24 maja na komendę powiatową policji w Świdnicy zgłosiła się siostra mężczyzny, który zmarł dzień wcześniej w jednym z budynków przy ul. Długiej. Przyszła z zarejestrowaną rozmową telefoniczną, w której jej bratanek przyznaje się do zabicia ojca. Rozmowę nagrał kolega 28-latka. Jak informuje prokurator rejonowy w Świdnicy Marek Rusin, w chwili, gdy policjanci przyjmowali zgłoszenie, zwłoki były już wiezione przez pracowników zakładu pogrzebowego do krematorium w Jeleniej Górze. Samochód udało się zawrócić do Świdnicy.
Dzień wcześniej, 23 maja, rodzina stwierdziła, że mężczyzna nie żyje, a ten fakt potwierdził lekarz rodzinny i wystawił akt zgonu. Ani bliscy zmarłego, ani lekarz nie zgłaszali żadnych podejrzeń co do okoliczności śmierci. – Wczoraj biegły przeprowadził sekcję zwłok, która wykazała, że mężczyzna zmarł w wyniku obrażeń wewnętrznych. Miał krwiaki podpajęczynówkowe, krew w komorach mózgu i rozedmę płuc – wylicza prokurator Rusin. Obrażenia powstały w wyniku uderzeń i duszenia, najprawdopodobniej poduszką. Mariusz W. został zatrzymany przez policję. Był pijany, miał w organizmie 2,5 promila alkoholu.
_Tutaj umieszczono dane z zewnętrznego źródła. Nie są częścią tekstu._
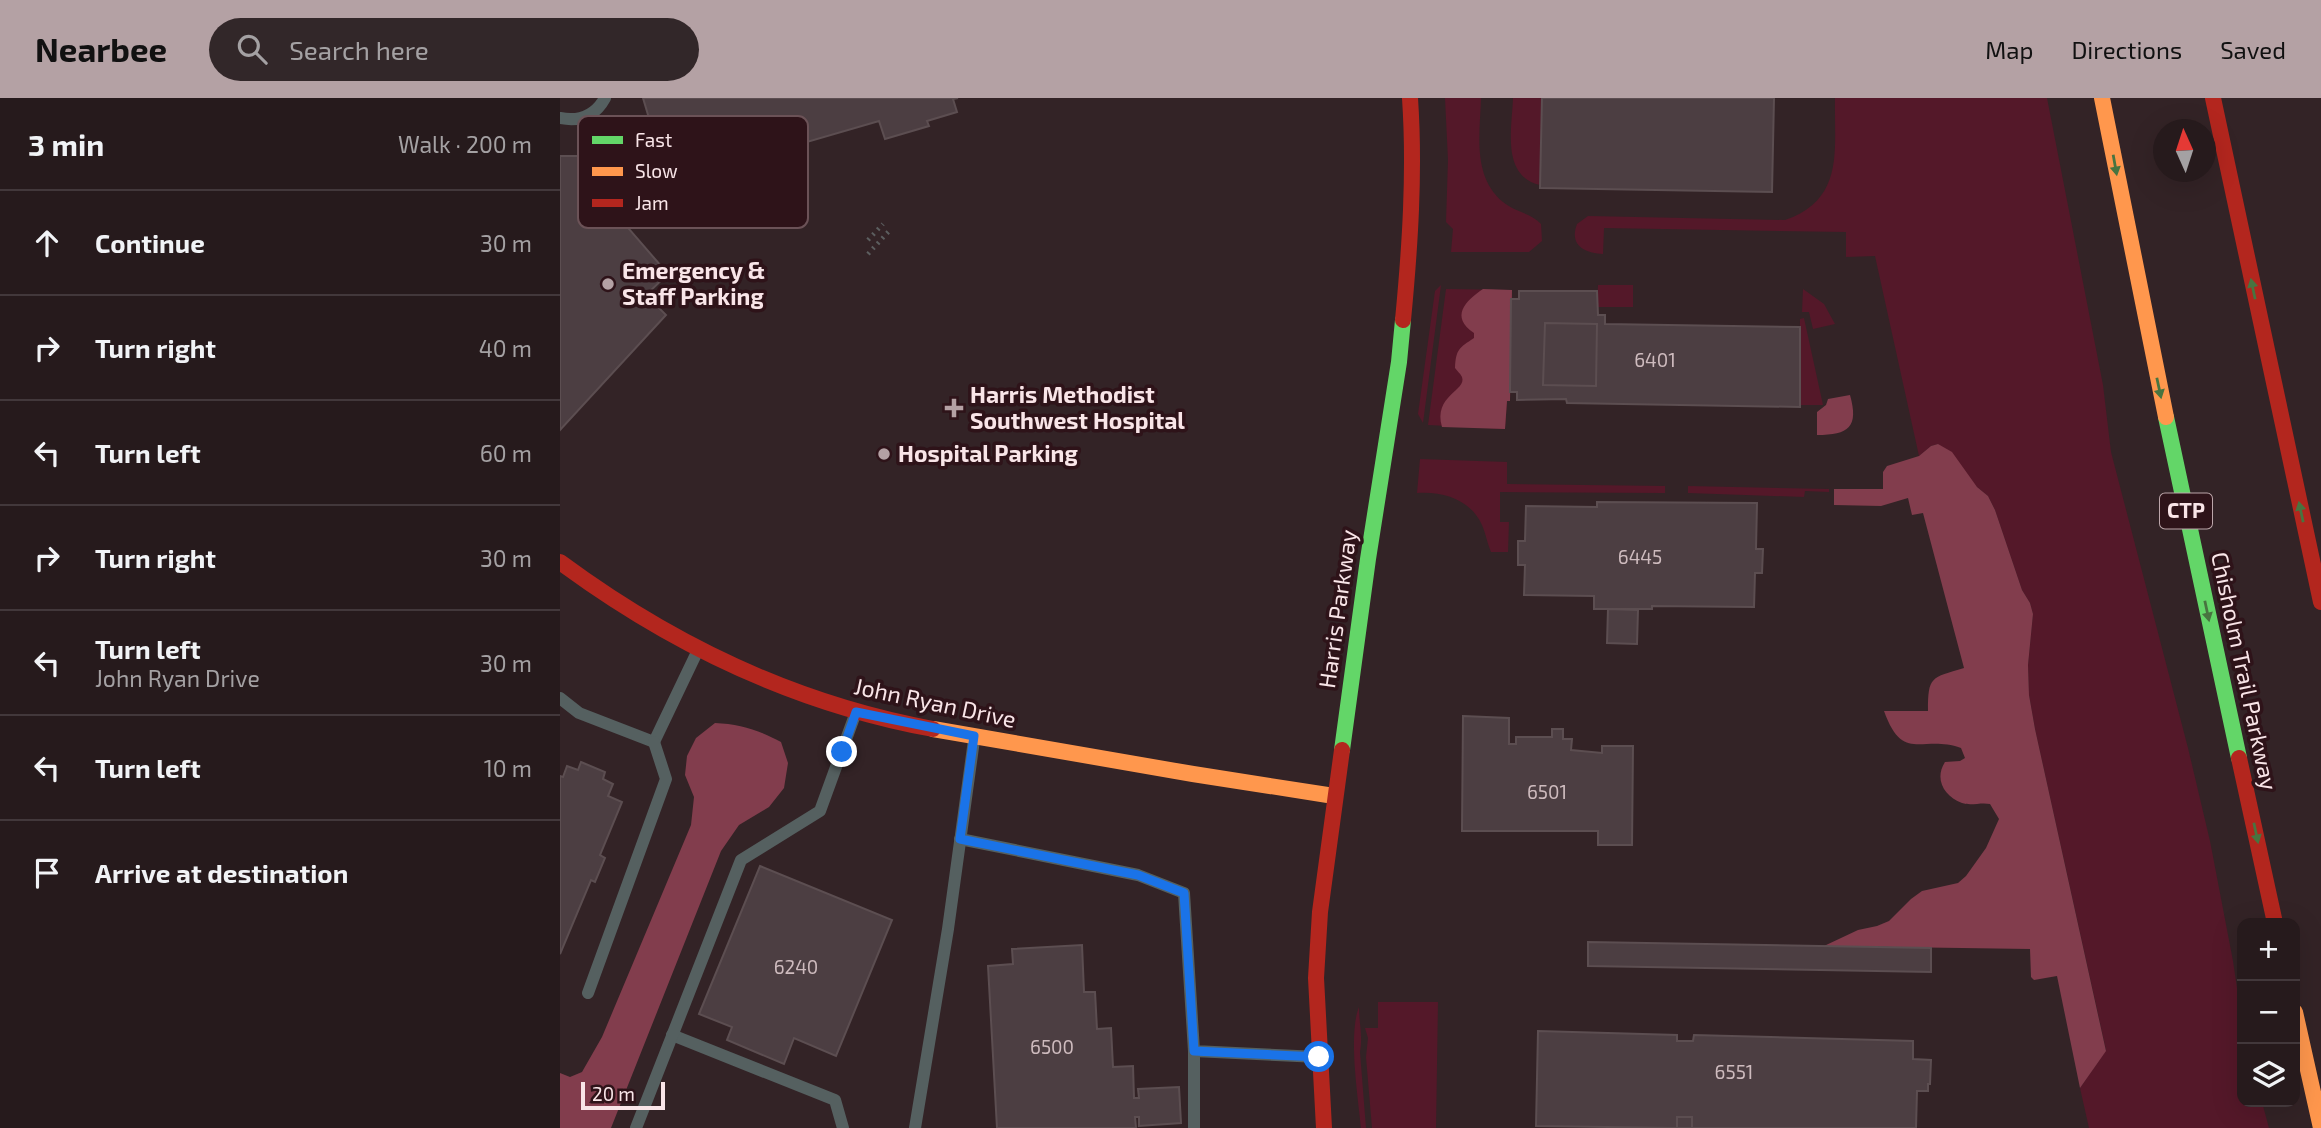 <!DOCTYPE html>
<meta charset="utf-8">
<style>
:root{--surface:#261a1c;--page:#322729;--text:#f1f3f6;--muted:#a4a1a3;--line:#42383b;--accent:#b4a1a4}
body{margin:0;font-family:"Exo 2",sans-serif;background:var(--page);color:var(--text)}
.controls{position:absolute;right:21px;bottom:21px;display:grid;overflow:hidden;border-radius:14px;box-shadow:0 7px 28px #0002}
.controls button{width:63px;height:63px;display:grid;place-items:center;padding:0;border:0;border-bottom:2px solid var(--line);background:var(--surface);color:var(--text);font:35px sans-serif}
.compass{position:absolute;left:1593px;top:21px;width:63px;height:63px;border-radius:50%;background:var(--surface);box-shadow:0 7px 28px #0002;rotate:357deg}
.scale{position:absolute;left:21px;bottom:18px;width:84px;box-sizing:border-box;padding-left:7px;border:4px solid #f9e5e8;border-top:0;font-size:19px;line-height:24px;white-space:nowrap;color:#f9e5e8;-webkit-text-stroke:5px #2e1319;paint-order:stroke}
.stop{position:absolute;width:21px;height:21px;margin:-16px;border:5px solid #1a73e8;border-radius:50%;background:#fff}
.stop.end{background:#1a73e8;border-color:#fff;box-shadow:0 2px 7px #0008}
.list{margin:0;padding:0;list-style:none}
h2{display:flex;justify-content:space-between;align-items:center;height:91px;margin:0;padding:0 28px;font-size:30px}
h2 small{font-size:23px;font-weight:400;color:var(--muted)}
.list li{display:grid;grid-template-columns:46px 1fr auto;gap:21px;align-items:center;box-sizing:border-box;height:105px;padding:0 28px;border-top:2px solid var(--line)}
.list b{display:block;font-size:26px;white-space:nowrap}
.list p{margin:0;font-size:23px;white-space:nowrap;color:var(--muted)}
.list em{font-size:23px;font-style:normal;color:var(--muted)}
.icon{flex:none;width:38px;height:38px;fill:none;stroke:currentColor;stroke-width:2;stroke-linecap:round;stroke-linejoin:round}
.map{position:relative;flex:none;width:1761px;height:1030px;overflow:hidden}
header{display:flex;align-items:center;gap:42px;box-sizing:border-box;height:98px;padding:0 35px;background:var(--accent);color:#111}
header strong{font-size:33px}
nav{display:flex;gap:38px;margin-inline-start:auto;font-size:24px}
.search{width:490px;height:63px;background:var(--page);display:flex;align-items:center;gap:18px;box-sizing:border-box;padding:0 24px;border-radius:38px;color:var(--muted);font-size:26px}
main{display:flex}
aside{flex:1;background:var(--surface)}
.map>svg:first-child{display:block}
</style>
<header>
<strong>Nearbee</strong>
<div class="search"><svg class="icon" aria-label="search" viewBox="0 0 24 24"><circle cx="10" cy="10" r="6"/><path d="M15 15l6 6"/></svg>Search here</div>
<nav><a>Map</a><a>Directions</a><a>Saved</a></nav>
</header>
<main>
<aside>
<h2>3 min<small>Walk · 200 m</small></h2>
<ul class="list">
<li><svg class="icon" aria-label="ahead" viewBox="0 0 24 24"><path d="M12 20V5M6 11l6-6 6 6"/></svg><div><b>Continue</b></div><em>30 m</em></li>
<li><svg class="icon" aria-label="right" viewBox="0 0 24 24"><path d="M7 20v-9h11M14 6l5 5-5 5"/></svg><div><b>Turn right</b></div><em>40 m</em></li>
<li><svg class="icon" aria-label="left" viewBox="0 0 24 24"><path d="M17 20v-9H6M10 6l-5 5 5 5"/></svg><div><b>Turn left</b></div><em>60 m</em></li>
<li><svg class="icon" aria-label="right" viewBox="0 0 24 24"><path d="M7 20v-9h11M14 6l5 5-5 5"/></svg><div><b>Turn right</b></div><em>30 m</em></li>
<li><svg class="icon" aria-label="left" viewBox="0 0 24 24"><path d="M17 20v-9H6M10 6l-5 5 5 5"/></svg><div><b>Turn left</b><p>John Ryan Drive</p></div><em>30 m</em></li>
<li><svg class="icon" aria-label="left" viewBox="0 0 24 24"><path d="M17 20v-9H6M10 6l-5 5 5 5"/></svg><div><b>Turn left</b></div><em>10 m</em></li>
<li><svg class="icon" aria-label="arrive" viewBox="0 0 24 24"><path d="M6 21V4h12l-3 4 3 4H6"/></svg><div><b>Arrive at destination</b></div></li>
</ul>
</aside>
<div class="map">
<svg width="1761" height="1030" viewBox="0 0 1761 1030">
<rect width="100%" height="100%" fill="#332326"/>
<g fill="#541829">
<path d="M885,0h36c-1,36 -9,78 22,104 12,10 28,11 38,22l1,17 -13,11h-78l2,-23 -7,-7 2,-62z"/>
<path d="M953,0h29l-2,87c-39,-9 -28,-57 -27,-87z"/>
<path d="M1275,0h212l56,287 8,67 77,296 22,93 23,120 9,61v80h20l7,26h-180l-9,-40 26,-38 -71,-321 -6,-34 -1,-30 5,-51 -3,-11 -8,-13 -27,-80 -7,-14 -11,-9 -39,-43 -7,2 -12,10 -44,-200 -29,1v-25l-242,-4 -1,26c-19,-1 -34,-9 -26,-30l11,-8 197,4c60,-21 49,-70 50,-122z"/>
<polygon points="881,187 863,325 858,316 875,193"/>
<polygon points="1038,187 1073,187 1073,209 1037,209"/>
<polygon points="886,191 952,192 950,303 947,303 945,331 868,327"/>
<polygon points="1243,191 1264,206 1275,226 1253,231 1249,214 1242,214"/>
<polygon points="1244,220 1263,307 1239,307 1240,221"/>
<path d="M860,361l87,3v22l158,2v7l-165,-1v30h9l-1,30h-17c-4,-9 -5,-18 -9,-27 -11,-25 -39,-34 -65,-32z"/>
<polygon points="1128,388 1269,391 1269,394 1245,393 1244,399 1128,395"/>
<polygon points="818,904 878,904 876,1030 812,1030 806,959 808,940 805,930 818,930"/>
<path d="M799,909c0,16 4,30 1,45l6,76h-5c-3,-31 -13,-94 -2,-121z"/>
</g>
<g fill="#823d4d">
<path d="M923,191l29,1 -2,111h-3l-2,28 -63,-2c-9,-32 25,-36 20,-50 -2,-4 -5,-6 -7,-9 1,-19 4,-20 19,-30v-5c-24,-16 -9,-32 9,-44z"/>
<path d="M1290,297c9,32 -1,40 -33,40v-23l9,-7 2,-6z"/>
<path d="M1378,346l14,8 25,35 11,9 7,14 27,80 8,13 3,11 -5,51 1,30 6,34 71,322 -26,37 -23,-112 -23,4 -3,-3 -1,-28 -206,-3 34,-16 19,-4 12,-5 22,-22 11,-8 36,-8 8,-7 20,-28 13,-29 -9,-15c-9,-2 -19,2 -28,-1 -18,-7 -28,-24 -17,-41l15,-1 5,-3 -4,-10c-39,-14 -58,16 -77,-37h44c0,-35 3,-33 36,-43l-41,-155 -11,2 -4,-17 -27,8 -47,-1v-16h49v-17l4,-6 32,-10 12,-10z"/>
<path d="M155,625c25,1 44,7 66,19l7,21 -4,25 -15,19 -30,18 -18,26 -110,277h-51v-55l10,4 12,-5 20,-35 89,-212 3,-28 -9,-22 2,-19 9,-18z"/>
</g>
<g fill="#4c3e42" stroke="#5c4e51" stroke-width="2">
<polygon points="83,0 398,0 393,1 397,14 367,23 369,28 325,41 319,23 185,62 190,80 152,91 147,73 108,84"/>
<polygon points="982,0 1214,0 1212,94 980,90"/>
<polygon points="0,58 18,58 56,116 108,176 86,197 106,217 0,332"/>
<polygon points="959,193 1037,193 1038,217 1045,217 1045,226 1240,229 1240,309 1007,305 1006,301 957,302 957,294 950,294 951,201 959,201"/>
<polygon points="985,225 1037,226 1036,288 983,287"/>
<polygon points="1037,404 1197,405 1196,451 1203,451 1202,475 1195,475 1194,509 1092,508 1092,511 1034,511 1034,498 964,497 965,467 958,467 958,443 965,443 966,408 1037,409"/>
<polygon points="1048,511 1078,512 1077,546 1047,545"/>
<polygon points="903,618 949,620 949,646 956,646 956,639 992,639 992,631 1003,631 1003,641 1012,641 1011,652 1042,655 1042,648 1073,648 1072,747 1038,747 1038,733 902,733"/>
<polygon points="21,664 45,674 43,681 53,686 48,698 62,704 40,757 45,760 35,784 31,782 0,856 0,678 3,679 7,668 18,672"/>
<polygon points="200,768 332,822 276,958 234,940 224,966 167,942 172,929 139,916"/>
<polygon points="1028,844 1371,850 1371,874 1028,868"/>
<polygon points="522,847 524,894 535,894 537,931 551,930 553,969 573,968 574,1000 579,1000 578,991 619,989 621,1025 579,1028 579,1019 575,1019 576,1030 437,1030 428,868 453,866 452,851"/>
<polygon points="978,933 1117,937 1117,943 1133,943 1134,937 1353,943 1353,961 1371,962 1370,986 1368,986 1368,993 1357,993 1356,1030 1132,1030 1132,1019 1117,1019 1117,1030 976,1028"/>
<rect x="1117" y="1019" width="15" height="11"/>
</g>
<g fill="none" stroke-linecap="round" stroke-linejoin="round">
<g stroke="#5c5e5f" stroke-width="4.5" stroke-dasharray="2 5" stroke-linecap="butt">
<polyline points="308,142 323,126"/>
<polyline points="308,156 330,132"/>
</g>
<g stroke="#556060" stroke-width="12">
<path d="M0,20c20,4 35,-2 45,-20"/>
<polyline points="0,600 19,615 94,644 138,552"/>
<polyline points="400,741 578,777 624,795 634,953 759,959"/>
<polyline points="28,895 106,681 94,644"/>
<polyline points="112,937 275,1002 283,1030"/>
<polyline points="634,953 634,1030"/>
<polyline points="76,1030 181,762 260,713 296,614"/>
<polyline points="355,1030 388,831 414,642"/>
</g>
<g stroke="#63d668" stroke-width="16">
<polyline points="1606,319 1679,660"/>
<polyline points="782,652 808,461 839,264 843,222"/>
</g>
<g stroke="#ff974d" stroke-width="16">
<polyline points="1542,0 1606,319"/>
<polyline points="373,631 633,676 774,698"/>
<polyline points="1735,914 1761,1030"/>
</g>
<g stroke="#b3261e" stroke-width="16">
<polyline points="1653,0 1761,504"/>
<path d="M843,222c7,-73 12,-148 7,-222"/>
<path d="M0,464c111,82 236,142 373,167"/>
<polyline points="1679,660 1715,825"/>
<polyline points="764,1030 756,880 760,814 782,652"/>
</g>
</g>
<defs><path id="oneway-solid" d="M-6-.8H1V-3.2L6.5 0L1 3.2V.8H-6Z" transform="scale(1.75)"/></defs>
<g fill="#487440">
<use href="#oneway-solid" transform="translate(1555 67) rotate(80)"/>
<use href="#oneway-solid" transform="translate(1693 191) rotate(-102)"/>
<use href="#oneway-solid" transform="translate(1599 290) rotate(78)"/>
<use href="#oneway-solid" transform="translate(1741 414) rotate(-102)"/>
<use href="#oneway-solid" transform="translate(1647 513) rotate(78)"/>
<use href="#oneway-solid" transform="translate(1696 735) rotate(78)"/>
</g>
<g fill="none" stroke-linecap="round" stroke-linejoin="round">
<polyline stroke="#1a73e8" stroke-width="9" points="282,654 296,614 414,638 400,741 578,777 624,795 634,953 759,959"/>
</g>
<g fill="#b4a1a4" stroke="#2e1319" stroke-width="2.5">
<circle cx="48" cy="186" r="7"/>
<path d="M390.5 299.5h7v7h7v7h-7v7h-7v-7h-7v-7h7z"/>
<circle cx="324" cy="356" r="7"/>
</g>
<g text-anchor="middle" stroke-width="7" stroke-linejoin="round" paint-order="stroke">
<g font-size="19" fill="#cebbbe">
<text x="1095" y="269">6401</text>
<text x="1080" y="466">6445</text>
<text x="987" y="701">6501</text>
<text x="236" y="876">6240</text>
<text x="492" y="956">6500</text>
<text x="1174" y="981">6551</text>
</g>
<rect fill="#2e1319" stroke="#bca6aa" stroke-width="2" x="1600" y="395.5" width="52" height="35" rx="5"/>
<g font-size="21" font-weight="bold" fill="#f9e5e8">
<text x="1626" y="420">CTP</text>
</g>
<g font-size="23" font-weight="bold" fill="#f9e5e8" stroke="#2e1319" text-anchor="start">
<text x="62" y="181">Emergency &amp;<tspan x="62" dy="26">Staff Parking</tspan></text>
<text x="410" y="305">Harris Methodist<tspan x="410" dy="26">Southwest Hospital</tspan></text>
<text x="338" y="364">Hospital Parking</text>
</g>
<g font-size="23" fill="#f9e5e8" stroke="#2e1319">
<text transform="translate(778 511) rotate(-82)" y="8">Harris Parkway</text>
<text transform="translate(1684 573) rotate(78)" y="8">Chisholm Trail Parkway</text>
<text transform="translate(375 605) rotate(12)" y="8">John Ryan Drive</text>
</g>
</g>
<rect x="18" y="18" width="230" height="112" rx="10" fill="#2e1319" stroke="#6b5257" stroke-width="2"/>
<rect x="32" y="38" width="31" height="8" fill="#63d668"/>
<rect x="32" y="69" width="31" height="9" fill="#ff974d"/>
<rect x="32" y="101" width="31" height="8" fill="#b3261e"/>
<g font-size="19" fill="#f9e5e8">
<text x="75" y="49">Fast</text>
<text x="75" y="80">Slow</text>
<text x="75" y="112">Jam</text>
</g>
</svg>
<div class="controls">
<button>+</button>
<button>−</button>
<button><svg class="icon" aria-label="layers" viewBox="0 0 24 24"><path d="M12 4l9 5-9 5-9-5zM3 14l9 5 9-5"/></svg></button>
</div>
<svg class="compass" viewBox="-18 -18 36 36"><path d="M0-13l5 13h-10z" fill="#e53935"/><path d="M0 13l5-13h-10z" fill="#a4a1a3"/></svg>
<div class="scale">20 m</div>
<div class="stop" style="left:759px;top:959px"></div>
<div class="stop end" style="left:282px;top:654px"></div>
</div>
</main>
Jak wyjaśnił przed prokuratorem, w nocy z 22 na 23 maja pokłócił się z ojcem, a poszło o papierosy. Przyznał się do tego, że kilka razy uderzył go pięścią w głowę, a potem przyduszał do łóżka. Zapewniał, że nie miał w zamiarach zabójstwa. Dzisiaj sąd na wniosek prokuratury zadecydował o trzymiesięcznym areszcie dla 28-latka. – Gdyby nie nagrana rozmowa i niedopuszczenie do kremacji zwłok, mężczyzna mógł uniknąć zarzutu zabójstwa – dodaje prokurator Rusin. Mariuszowi W. grozi kara od 8 lat pozbawienia wolności do dożywocia. Prokuratura będzie również wyjaśniała, czy zgon był zgłaszany na pogotowie. Przesłuchany zostanie także lekarz, który 23 maja stwierdził zgon.